How to perform ordered data replication between applications by using Amazon DynamoDB Streams

AWS customers use Amazon DynamoDB to store mission-critical data. These customers’ applications make millions of requests per second to individual DynamoDB tables that contain hundreds of terabytes of items. They count on DynamoDB to return results in single-digit milliseconds.

In many cases, these applications have requirements to notify other systems and users about specific transactions, audit or archive transactions, and replicate data to other data stores in near-real time. The applications can meet these requirements by maintaining the order in which changes were made to items in DynamoDB. Building such capabilities requires that changes to items in DynamoDB be processed in parallel to achieve near-real-time performance.

You can integrate Amazon DynamoDB Streams with other AWS services to build ordered, near-real-time data processing capabilities. DynamoDB Streams captures a time-ordered sequence of item-level modifications in a DynamoDB table and durably stores the information for up to 24 hours. Applications can access a series of stream records from a DynamoDB stream in near-real time.

This post evaluates multiple patterns for processing DynamoDB streams by using several AWS services that are part of AWS serverless computing. It also dives into the details about the most reliable and scalable pattern to perform near-real-time processing of DynamoDB streams to notify other systems and users, archive transactions, and replicate data to other data stores while ensuring ordered processing.

Process DynamoDB streams using AWS Lambda

AWS Lambda is a service that lets you run code without provisioning or managing servers. For example, Lambda can execute your code based on a DynamoDB Streams event (such as inserting, updating, or deleting an item). Lambda polls a DynamoDB stream and, when it detects new records, invokes your Lambda function and passes in one or more events.

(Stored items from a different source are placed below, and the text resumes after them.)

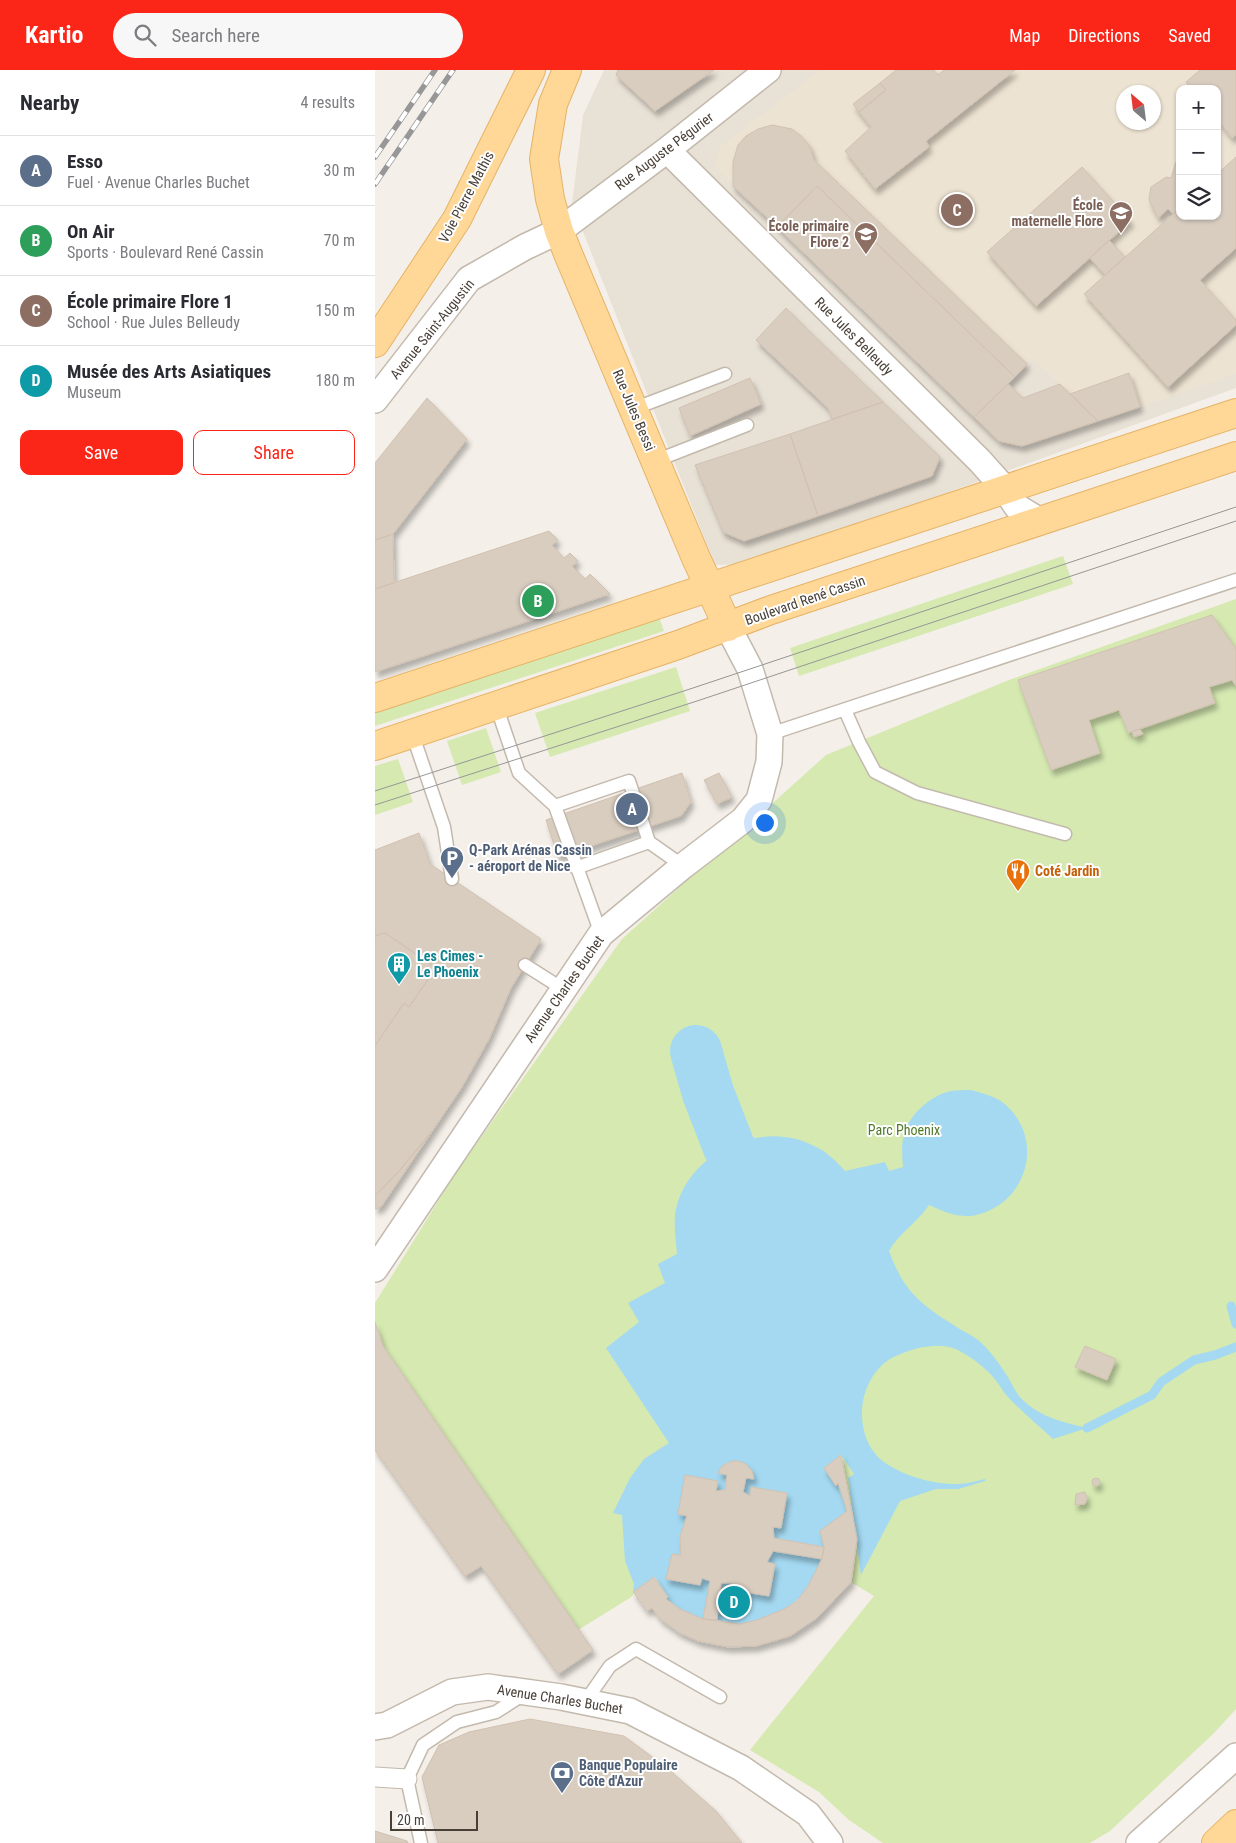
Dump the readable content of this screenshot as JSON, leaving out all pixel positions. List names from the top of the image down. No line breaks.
{"streets":{"main road":["Voie Pierre Mathis","Rue Jules Bessi","Boulevard René Cassin"],"street":["Rue Auguste Pégurier","Avenue Saint-Augustin","Rue Jules Belleudy","Avenue Charles Buchet"]},"crossings":[["Rue Auguste Pégurier","Avenue Saint-Augustin"],["Rue Auguste Pégurier","Rue Jules Belleudy"],["Rue Auguste Pégurier","Rue Jules Bessi"],["Avenue Saint-Augustin","Rue Jules Bessi"],["Rue Jules Belleudy","Boulevard René Cassin"],["Rue Jules Bessi","Boulevard René Cassin"],["Rue Jules Bessi","Avenue Charles Buchet"],["Boulevard René Cassin","Avenue Charles Buchet"]],"parks":["Parc Phoenix"],"places":{"school or university":["École maternelle Flore","École primaire Flore 2"],"parking":["Q-Park Arénas Cassin - aéroport de Nice"],"restaurant":["Coté Jardin"],"building":["Les Cimes - Le Phoenix"],"bank":["Banque Populaire Côte d'Azur"]},"scale_bar":"20 m","north":"top left","page":{"header":"Kartio","search":"Search here","nav":["Map","Directions","Saved"],"heading":["Nearby","4 results"],"map_buttons":["+","−"],"list":[{"mark":"A","name":"Esso","note":"Fuel · Avenue Charles Buchet","value":"30 m"},{"mark":"B","name":"On Air","note":"Sports · Boulevard René Cassin","value":"70 m"},{"mark":"C","name":"École primaire Flore 1","note":"School · Rue Jules Belleudy","value":"150 m"},{"mark":"D","name":"Musée des Arts Asiatiques","note":"Museum","value":"180 m"}],"pins":["C","B","A","D"],"buttons":["Save","Share"],"scale":"20 m"}}
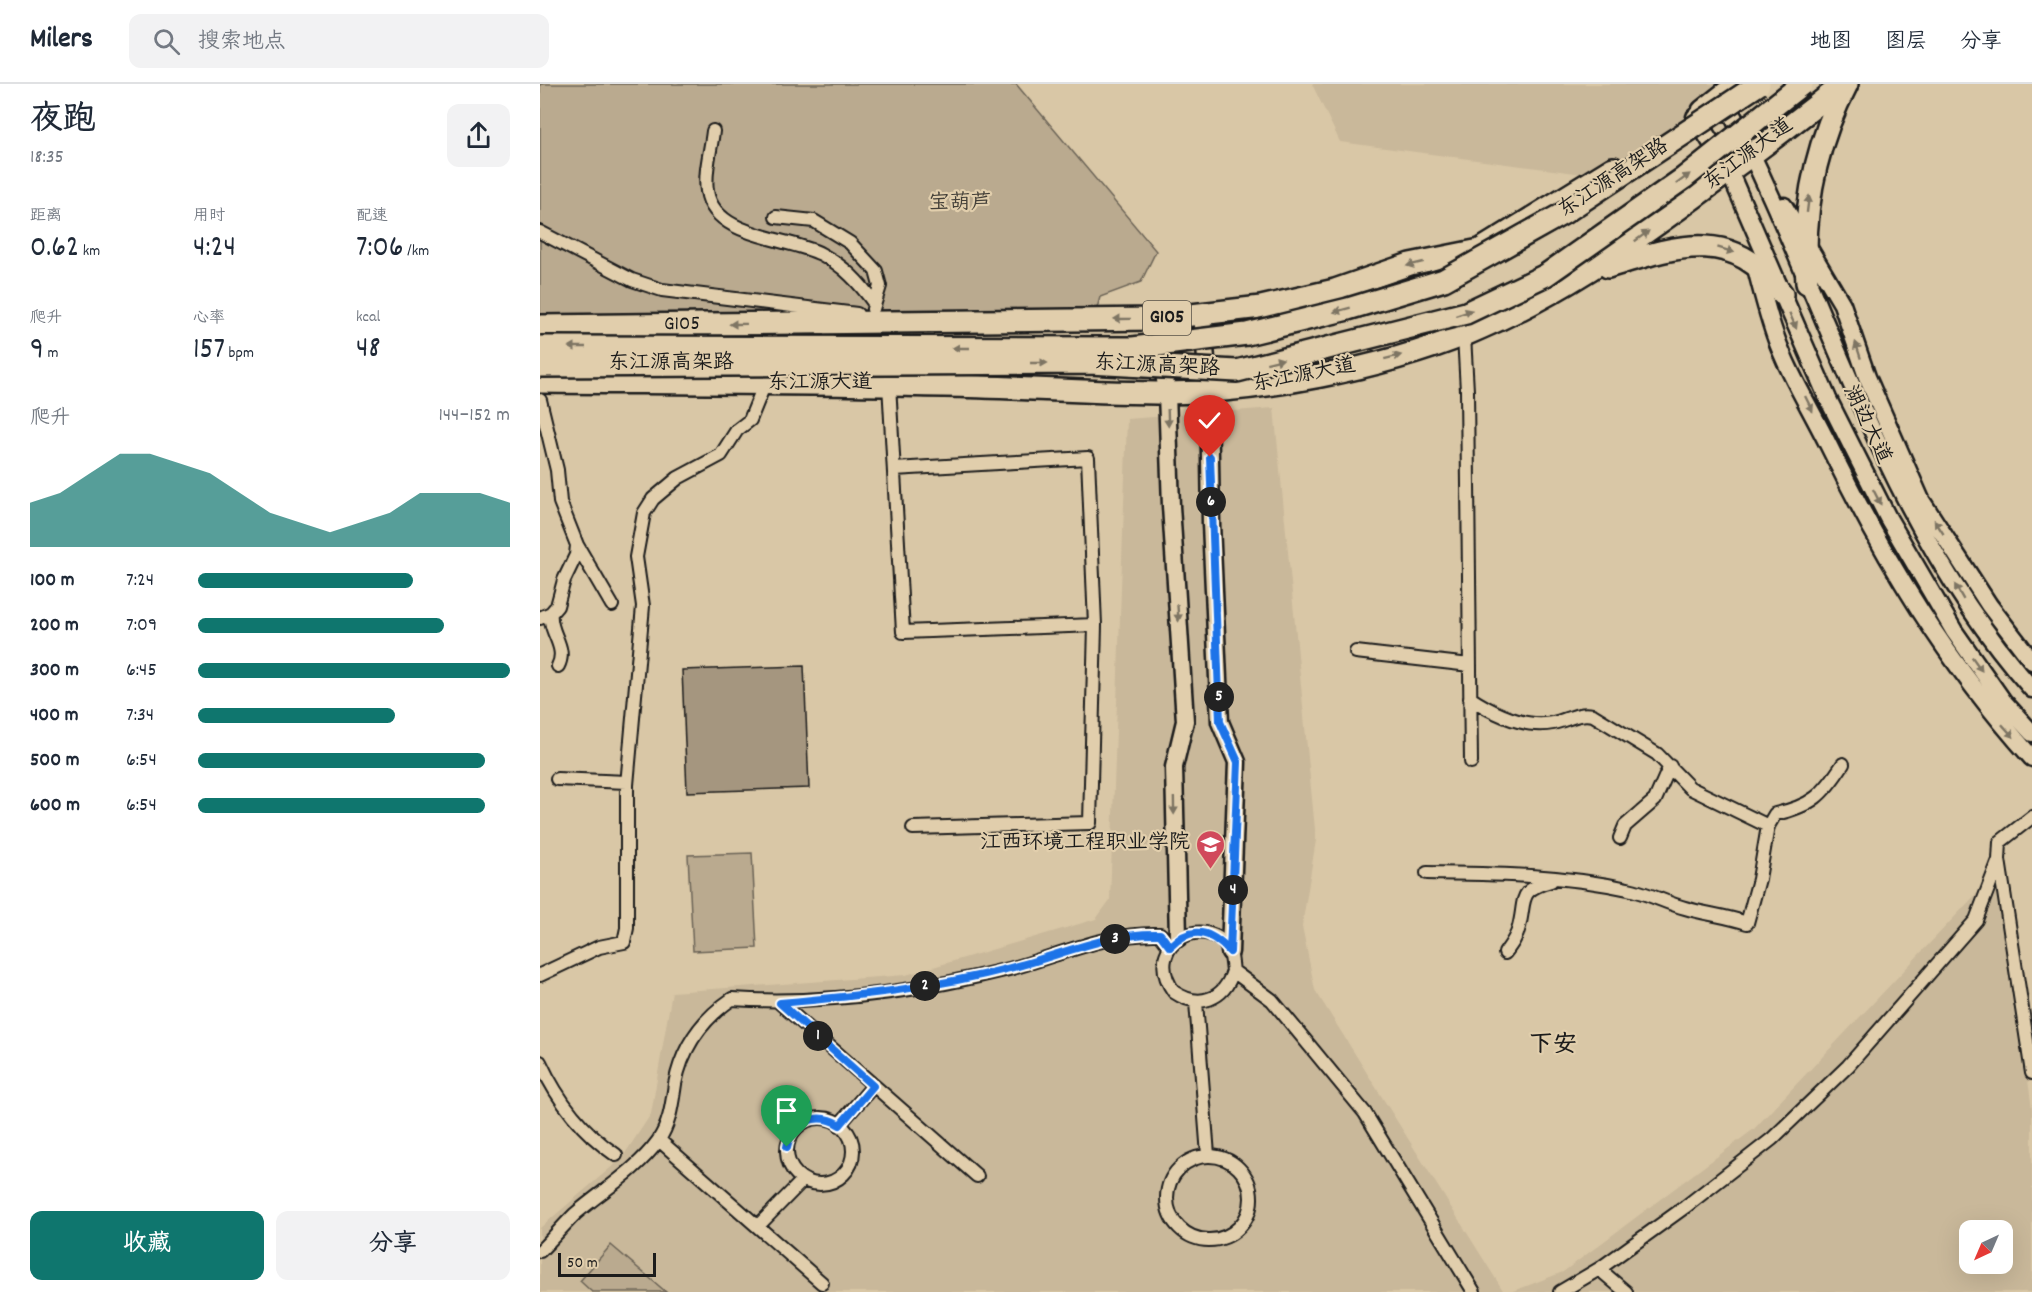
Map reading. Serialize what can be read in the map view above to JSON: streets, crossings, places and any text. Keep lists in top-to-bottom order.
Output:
{
  "streets": {
    "highway": ["东江源大道", "东江源高架路", "G105"],
    "street": ["湖边大道"]
  },
  "crossings": [
    ["东江源大道", "湖边大道"],
    ["G105", "湖边大道"]
  ],
  "districts": ["下安"],
  "parks": ["宝葫芦"],
  "places": {
    "school or university": ["江西环境工程职业学院"]
  },
  "scale_bar": "50 m",
  "north": "bottom left",
  "page": {
    "header": "Milers",
    "search": "搜索地点",
    "nav": ["地图", "图层", "分享"],
    "heading": ["夜跑", "18:35"],
    "stats": [
      ["距离", "0.62 km"],
      ["用时", "4:24"],
      ["配速", "7:06 /km"],
      ["爬升", "9 m"],
      ["心率", "157 bpm"],
      ["kcal", "48"]
    ],
    "chart": ["爬升", "144–152 m"],
    "pins": [
      "6",
      "5",
      "4",
      "3",
      "2",
      "1"
    ],
    "list": [
      {
        "name": "100 m",
        "note": "7:24"
      },
      {
        "name": "200 m",
        "note": "7:09"
      },
      {
        "name": "300 m",
        "note": "6:45"
      },
      {
        "name": "400 m",
        "note": "7:34"
      },
      {
        "name": "500 m",
        "note": "6:54"
      },
      {
        "name": "600 m",
        "note": "6:54"
      }
    ],
    "buttons": ["收藏", "分享"],
    "scale": "50 m"
  }
}
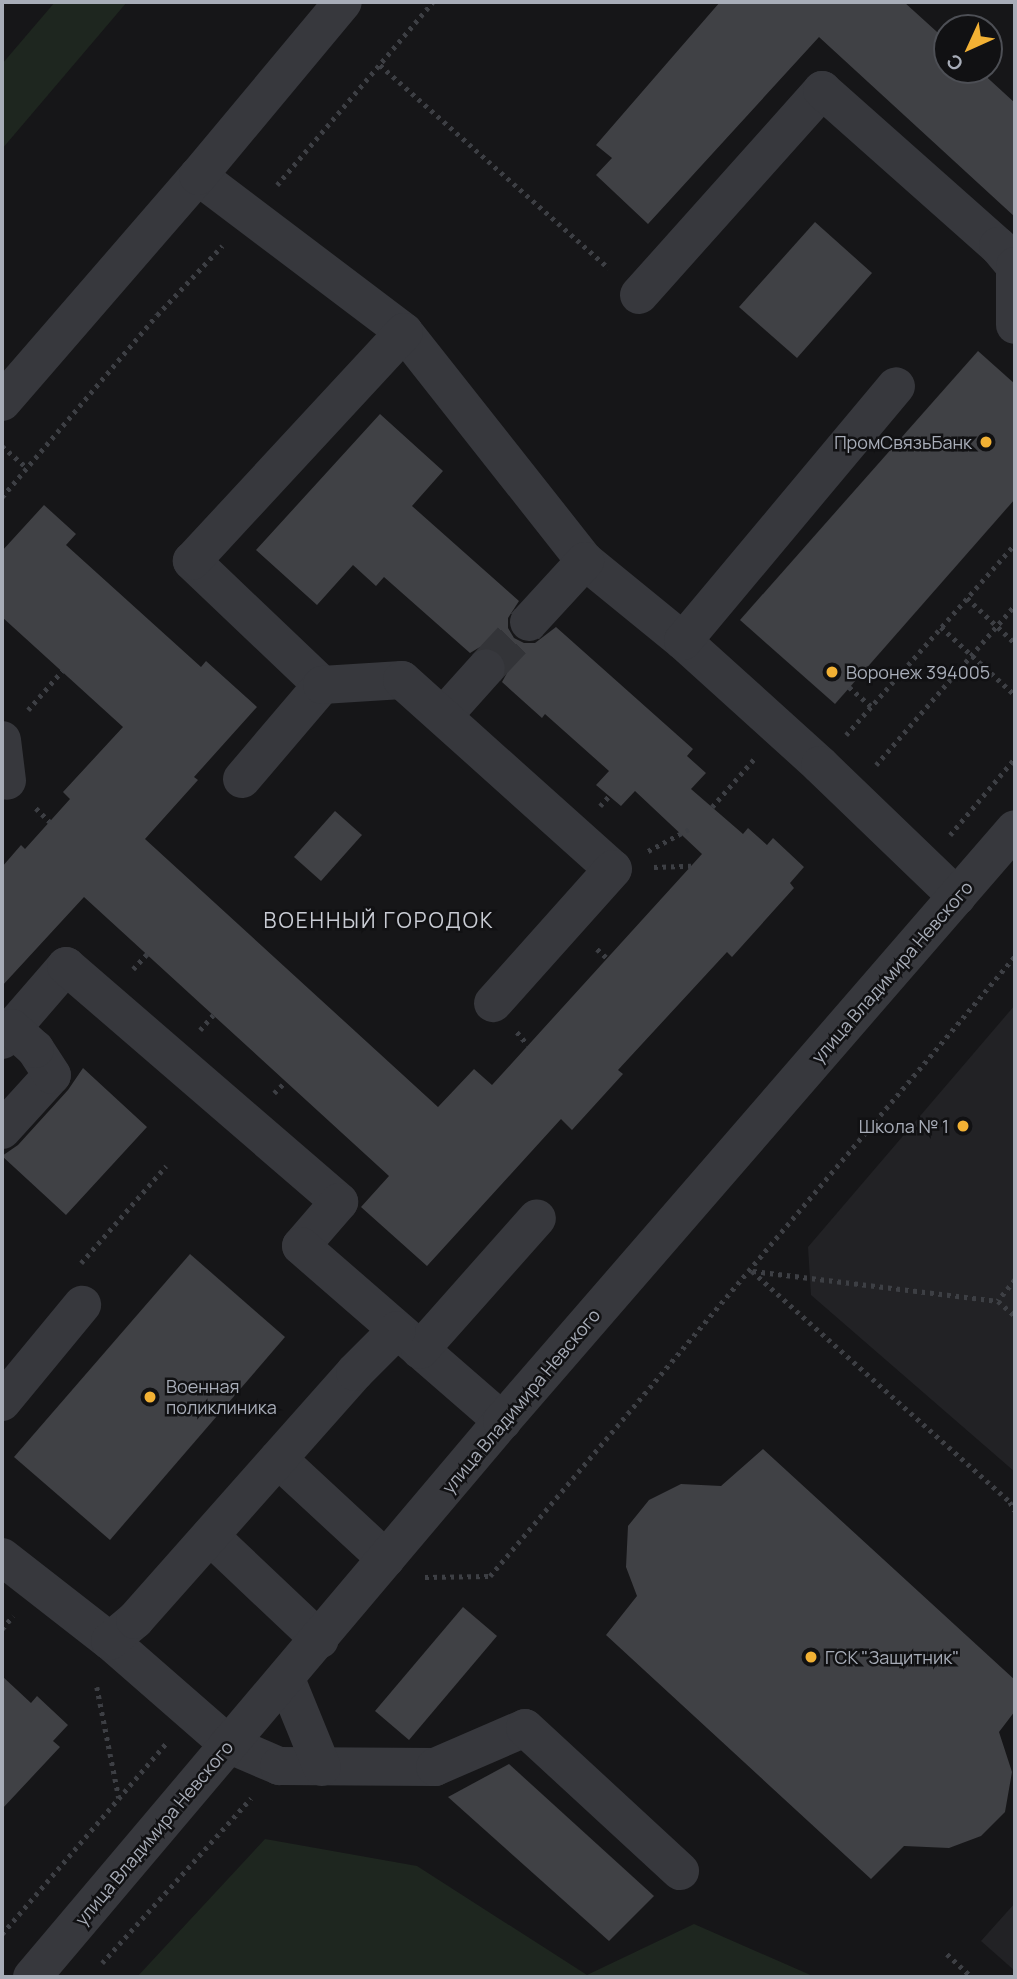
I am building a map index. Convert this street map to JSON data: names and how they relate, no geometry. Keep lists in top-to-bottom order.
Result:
{
  "streets": {
    "street": ["улица Владимира Невского"]
  },
  "districts": ["ВОЕННЫЙ ГОРОДОК"],
  "places": [
    "ПромСвязьБанк",
    "Воронеж 394005",
    "Школа № 1",
    "Военная поликлиника",
    "ГСК \"Защитник\""
  ],
  "north": "bottom left"
}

To understand how Lambda processes DynamoDB streams, you have to understand how DynamoDB streams work. DynamoDB stores data in partitions, which are based on either a partition key only or both a partition key and a sort key. When you enable a stream on a DynamoDB table, DynamoDB creates at least one shard per partition.

Shards in DynamoDB streams are collections of stream records. Each stream record represents a single data modification in the DynamoDB table to which the stream belongs.

The following diagram shows the relationship between a stream, shards in the stream, and stream records in the shards. For more information about shards, see Capturing Table Activity with DynamoDB Streams.

The following diagram shows a DynamoDB table with three partitions. With streams enabled for this table, DynamoDB creates a minimum of three shards, one per partition. DynamoDB relays changes (inserts, updates, and deletes) that are performed on each item within a partition to the corresponding shard by maintaining the order of the changes made. This process ensures that a given key is present in at most one shard and its order is maintained.

When a Lambda function is configured to process DynamoDB streams, one instance of the Lambda function is invoked per shard. Because the following illustrated DynamoDB stream has three shards, three Lambda functions are invoked concurrently whenever there is a change to an item or items within each partition.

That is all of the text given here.